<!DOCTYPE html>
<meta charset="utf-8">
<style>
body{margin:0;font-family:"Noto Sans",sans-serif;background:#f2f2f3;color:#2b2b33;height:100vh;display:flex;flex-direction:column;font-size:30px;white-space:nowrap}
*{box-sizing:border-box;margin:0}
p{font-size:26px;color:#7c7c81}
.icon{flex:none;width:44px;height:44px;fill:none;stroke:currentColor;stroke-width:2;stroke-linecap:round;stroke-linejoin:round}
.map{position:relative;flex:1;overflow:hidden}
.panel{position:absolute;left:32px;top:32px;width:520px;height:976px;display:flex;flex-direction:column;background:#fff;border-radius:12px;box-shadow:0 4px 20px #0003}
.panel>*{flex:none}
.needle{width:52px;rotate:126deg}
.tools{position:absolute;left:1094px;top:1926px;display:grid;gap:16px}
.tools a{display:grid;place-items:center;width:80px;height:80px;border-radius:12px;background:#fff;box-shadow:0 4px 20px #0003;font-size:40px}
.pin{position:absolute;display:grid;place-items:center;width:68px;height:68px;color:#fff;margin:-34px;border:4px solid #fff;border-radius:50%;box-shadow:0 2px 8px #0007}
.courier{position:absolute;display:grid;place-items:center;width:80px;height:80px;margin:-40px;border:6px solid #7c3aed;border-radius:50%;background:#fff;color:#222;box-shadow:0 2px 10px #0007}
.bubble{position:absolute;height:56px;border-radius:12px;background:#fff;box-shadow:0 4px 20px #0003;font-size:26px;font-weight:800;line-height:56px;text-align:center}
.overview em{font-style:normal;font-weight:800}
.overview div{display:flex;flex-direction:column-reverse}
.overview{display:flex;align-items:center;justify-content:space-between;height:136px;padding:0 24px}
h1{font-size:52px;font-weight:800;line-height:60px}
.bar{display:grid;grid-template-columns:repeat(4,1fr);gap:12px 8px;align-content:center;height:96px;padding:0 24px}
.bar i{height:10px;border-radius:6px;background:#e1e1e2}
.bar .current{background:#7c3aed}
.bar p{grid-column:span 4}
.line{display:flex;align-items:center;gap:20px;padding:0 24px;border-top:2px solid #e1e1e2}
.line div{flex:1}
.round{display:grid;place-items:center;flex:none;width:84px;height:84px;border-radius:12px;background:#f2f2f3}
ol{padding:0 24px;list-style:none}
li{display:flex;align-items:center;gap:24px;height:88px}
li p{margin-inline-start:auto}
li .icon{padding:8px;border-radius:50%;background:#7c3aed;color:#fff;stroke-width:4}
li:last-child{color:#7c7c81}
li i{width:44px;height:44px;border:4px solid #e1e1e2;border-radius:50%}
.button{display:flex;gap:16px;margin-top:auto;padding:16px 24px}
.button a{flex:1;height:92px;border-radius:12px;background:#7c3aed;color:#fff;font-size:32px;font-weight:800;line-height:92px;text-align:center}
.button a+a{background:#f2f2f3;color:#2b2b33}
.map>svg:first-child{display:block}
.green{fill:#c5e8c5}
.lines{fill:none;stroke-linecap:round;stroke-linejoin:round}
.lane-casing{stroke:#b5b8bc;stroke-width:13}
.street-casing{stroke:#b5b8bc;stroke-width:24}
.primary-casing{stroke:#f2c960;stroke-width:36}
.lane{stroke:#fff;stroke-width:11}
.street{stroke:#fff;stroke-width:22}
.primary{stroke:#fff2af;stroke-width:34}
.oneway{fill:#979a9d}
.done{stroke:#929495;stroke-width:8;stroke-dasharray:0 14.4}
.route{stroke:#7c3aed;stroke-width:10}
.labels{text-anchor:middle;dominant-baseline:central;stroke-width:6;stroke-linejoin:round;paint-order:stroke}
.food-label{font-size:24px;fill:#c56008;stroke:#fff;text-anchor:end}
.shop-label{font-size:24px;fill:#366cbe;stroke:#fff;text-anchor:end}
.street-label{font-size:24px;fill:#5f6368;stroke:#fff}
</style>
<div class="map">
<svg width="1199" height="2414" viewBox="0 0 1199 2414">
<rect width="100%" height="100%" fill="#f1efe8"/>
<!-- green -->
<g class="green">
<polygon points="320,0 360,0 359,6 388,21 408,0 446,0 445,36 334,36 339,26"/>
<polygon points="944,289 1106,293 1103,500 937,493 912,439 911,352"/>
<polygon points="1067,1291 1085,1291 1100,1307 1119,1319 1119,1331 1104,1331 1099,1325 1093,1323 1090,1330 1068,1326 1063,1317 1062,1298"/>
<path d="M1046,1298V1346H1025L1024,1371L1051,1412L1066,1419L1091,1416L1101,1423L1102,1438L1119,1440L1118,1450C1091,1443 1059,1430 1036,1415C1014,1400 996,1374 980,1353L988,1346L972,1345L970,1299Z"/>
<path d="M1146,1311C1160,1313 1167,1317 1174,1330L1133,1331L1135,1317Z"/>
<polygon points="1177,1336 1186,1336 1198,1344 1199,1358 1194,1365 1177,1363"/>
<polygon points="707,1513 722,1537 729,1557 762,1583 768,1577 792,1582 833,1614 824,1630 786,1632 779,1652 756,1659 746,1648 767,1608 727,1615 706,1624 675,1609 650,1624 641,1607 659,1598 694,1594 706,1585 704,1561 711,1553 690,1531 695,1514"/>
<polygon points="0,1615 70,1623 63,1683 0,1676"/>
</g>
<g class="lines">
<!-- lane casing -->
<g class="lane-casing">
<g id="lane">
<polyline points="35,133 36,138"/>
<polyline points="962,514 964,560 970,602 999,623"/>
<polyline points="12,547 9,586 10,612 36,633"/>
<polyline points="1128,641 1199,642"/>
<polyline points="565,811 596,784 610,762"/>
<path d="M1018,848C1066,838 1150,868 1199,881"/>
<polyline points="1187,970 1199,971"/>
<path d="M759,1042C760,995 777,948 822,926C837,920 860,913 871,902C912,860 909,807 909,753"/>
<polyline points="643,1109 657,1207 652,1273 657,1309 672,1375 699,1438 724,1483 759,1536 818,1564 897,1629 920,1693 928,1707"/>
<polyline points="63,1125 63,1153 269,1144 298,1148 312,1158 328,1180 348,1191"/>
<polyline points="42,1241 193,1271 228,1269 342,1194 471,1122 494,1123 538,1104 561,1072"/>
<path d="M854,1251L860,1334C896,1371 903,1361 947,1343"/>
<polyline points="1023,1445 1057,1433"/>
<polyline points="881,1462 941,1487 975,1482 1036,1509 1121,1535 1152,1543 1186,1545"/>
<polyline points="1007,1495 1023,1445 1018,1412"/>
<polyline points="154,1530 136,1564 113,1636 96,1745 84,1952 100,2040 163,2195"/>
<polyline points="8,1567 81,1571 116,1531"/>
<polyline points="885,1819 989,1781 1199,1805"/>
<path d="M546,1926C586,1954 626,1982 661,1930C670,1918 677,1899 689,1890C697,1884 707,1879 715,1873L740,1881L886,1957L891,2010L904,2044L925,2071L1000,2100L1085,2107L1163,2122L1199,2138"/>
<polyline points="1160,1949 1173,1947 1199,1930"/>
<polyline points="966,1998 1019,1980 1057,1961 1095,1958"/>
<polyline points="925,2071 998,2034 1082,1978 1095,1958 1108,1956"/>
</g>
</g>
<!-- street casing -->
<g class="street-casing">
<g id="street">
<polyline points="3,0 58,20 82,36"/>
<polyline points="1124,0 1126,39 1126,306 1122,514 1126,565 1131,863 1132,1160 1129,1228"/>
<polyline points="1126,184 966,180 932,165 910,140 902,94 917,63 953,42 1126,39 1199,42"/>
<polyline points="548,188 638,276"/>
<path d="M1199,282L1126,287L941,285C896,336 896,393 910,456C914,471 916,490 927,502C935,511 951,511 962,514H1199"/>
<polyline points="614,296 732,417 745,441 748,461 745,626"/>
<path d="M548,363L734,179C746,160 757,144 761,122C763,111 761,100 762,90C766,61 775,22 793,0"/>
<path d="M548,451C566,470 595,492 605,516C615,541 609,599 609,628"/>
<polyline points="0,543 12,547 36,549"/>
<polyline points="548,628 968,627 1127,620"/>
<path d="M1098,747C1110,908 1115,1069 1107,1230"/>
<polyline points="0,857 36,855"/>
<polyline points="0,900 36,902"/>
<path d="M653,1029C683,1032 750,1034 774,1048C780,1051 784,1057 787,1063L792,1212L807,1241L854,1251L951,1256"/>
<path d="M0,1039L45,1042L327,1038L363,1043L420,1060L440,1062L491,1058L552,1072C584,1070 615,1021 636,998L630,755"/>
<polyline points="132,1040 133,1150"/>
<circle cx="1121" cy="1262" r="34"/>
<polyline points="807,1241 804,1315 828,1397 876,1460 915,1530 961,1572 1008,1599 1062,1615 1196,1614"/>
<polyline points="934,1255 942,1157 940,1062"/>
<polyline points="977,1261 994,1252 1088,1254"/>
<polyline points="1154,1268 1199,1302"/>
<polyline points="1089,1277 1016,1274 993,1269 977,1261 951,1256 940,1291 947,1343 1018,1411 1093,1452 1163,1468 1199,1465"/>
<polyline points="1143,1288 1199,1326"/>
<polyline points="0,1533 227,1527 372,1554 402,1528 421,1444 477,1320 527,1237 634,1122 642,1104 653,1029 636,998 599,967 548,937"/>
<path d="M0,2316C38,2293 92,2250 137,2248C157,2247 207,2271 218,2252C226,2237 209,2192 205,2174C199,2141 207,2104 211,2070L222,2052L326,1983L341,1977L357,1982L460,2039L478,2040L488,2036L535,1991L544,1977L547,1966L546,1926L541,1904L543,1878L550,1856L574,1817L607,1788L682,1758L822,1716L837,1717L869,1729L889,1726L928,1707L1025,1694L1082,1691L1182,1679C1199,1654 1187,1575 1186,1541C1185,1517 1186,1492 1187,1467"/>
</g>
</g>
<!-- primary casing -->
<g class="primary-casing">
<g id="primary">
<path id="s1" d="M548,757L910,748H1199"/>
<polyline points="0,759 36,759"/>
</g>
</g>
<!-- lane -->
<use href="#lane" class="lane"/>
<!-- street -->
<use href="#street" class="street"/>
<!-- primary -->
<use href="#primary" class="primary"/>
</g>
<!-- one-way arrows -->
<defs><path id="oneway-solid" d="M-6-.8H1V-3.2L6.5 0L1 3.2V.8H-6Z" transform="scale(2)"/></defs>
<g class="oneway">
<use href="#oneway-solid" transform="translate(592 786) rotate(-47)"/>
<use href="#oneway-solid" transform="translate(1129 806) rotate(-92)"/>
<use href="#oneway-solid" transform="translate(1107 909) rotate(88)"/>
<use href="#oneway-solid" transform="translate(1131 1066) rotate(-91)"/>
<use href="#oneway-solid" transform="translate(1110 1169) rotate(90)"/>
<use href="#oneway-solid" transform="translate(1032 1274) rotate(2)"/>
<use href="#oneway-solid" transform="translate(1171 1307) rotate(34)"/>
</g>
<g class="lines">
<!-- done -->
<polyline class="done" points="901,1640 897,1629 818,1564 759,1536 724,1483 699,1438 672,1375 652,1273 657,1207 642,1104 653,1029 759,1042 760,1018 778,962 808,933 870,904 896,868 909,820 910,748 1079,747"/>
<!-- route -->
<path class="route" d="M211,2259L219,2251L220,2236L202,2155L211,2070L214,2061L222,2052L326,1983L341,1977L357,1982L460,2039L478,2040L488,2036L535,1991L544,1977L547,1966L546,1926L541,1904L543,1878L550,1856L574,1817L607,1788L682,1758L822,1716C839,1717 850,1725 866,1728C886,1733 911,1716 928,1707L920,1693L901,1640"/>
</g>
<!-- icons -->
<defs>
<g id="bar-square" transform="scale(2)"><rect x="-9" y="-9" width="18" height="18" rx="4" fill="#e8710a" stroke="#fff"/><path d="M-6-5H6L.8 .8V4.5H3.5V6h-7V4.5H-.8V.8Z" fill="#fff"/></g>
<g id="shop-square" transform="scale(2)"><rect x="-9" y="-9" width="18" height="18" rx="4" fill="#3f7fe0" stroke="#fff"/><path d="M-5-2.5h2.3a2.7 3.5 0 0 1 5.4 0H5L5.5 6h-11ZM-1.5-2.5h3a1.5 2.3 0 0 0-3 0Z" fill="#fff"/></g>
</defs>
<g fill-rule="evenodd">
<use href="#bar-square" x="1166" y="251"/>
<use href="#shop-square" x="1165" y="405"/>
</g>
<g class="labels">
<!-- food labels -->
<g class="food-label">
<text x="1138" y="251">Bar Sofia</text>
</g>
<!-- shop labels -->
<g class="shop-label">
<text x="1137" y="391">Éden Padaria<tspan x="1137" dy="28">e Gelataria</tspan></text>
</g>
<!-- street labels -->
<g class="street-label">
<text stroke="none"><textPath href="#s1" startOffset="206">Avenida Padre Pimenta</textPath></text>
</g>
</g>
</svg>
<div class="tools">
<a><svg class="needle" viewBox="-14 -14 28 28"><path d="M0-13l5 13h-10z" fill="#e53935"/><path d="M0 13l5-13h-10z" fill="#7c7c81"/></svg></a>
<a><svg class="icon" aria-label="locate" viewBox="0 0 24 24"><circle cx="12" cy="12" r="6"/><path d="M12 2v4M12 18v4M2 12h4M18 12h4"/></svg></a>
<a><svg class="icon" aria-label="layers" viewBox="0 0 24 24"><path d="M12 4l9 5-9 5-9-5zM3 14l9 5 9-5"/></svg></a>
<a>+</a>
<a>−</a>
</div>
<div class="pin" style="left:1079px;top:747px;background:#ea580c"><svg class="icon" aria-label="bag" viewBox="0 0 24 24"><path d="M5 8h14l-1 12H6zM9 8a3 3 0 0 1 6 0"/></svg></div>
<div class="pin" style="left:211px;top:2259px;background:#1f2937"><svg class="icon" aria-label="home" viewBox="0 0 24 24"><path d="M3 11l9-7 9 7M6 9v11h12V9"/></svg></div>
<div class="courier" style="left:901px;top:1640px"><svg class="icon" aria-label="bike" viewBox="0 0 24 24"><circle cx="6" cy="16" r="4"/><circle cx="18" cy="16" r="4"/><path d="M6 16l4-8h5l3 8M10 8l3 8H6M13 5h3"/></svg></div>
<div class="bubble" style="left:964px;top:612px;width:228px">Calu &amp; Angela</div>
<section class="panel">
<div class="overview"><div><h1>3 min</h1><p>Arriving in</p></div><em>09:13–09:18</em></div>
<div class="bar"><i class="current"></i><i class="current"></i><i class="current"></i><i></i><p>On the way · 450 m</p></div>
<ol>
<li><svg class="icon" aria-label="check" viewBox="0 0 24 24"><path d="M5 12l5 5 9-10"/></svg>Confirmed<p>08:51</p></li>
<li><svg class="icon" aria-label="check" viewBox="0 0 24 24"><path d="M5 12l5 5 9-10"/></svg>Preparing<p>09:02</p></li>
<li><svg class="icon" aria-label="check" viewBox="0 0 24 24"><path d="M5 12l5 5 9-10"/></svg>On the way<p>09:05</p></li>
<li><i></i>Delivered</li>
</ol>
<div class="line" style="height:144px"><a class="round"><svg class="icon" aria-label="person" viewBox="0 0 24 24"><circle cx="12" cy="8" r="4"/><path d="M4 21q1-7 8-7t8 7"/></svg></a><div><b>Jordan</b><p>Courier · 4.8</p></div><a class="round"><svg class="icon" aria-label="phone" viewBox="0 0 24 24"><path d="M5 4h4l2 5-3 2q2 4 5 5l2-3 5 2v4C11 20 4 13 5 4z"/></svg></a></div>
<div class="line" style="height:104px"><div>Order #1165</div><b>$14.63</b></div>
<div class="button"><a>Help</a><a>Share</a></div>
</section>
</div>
● ● ● ●
_Task details_: Reproduce word for word only the first line of the listing above and each line after it through the line with "solid #fff;border-radius:50%;box-shadow:0 2px".

_Output_:
<!DOCTYPE html>
<meta charset="utf-8">
<style>
body{margin:0;font-family:"Noto Sans",sans-serif;background:#f2f2f3;color:#2b2b33;height:100vh;display:flex;flex-direction:column;font-size:30px;white-space:nowrap}
*{box-sizing:border-box;margin:0}
p{font-size:26px;color:#7c7c81}
.icon{flex:none;width:44px;height:44px;fill:none;stroke:currentColor;stroke-width:2;stroke-linecap:round;stroke-linejoin:round}
.map{position:relative;flex:1;overflow:hidden}
.panel{position:absolute;left:32px;top:32px;width:520px;height:976px;display:flex;flex-direction:column;background:#fff;border-radius:12px;box-shadow:0 4px 20px #0003}
.panel>*{flex:none}
.needle{width:52px;rotate:126deg}
.tools{position:absolute;left:1094px;top:1926px;display:grid;gap:16px}
.tools a{display:grid;place-items:center;width:80px;height:80px;border-radius:12px;background:#fff;box-shadow:0 4px 20px #0003;font-size:40px}
.pin{position:absolute;display:grid;place-items:center;width:68px;height:68px;color:#fff;margin:-34px;border:4px solid #fff;border-radius:50%;box-shadow:0 2px 8px #0007}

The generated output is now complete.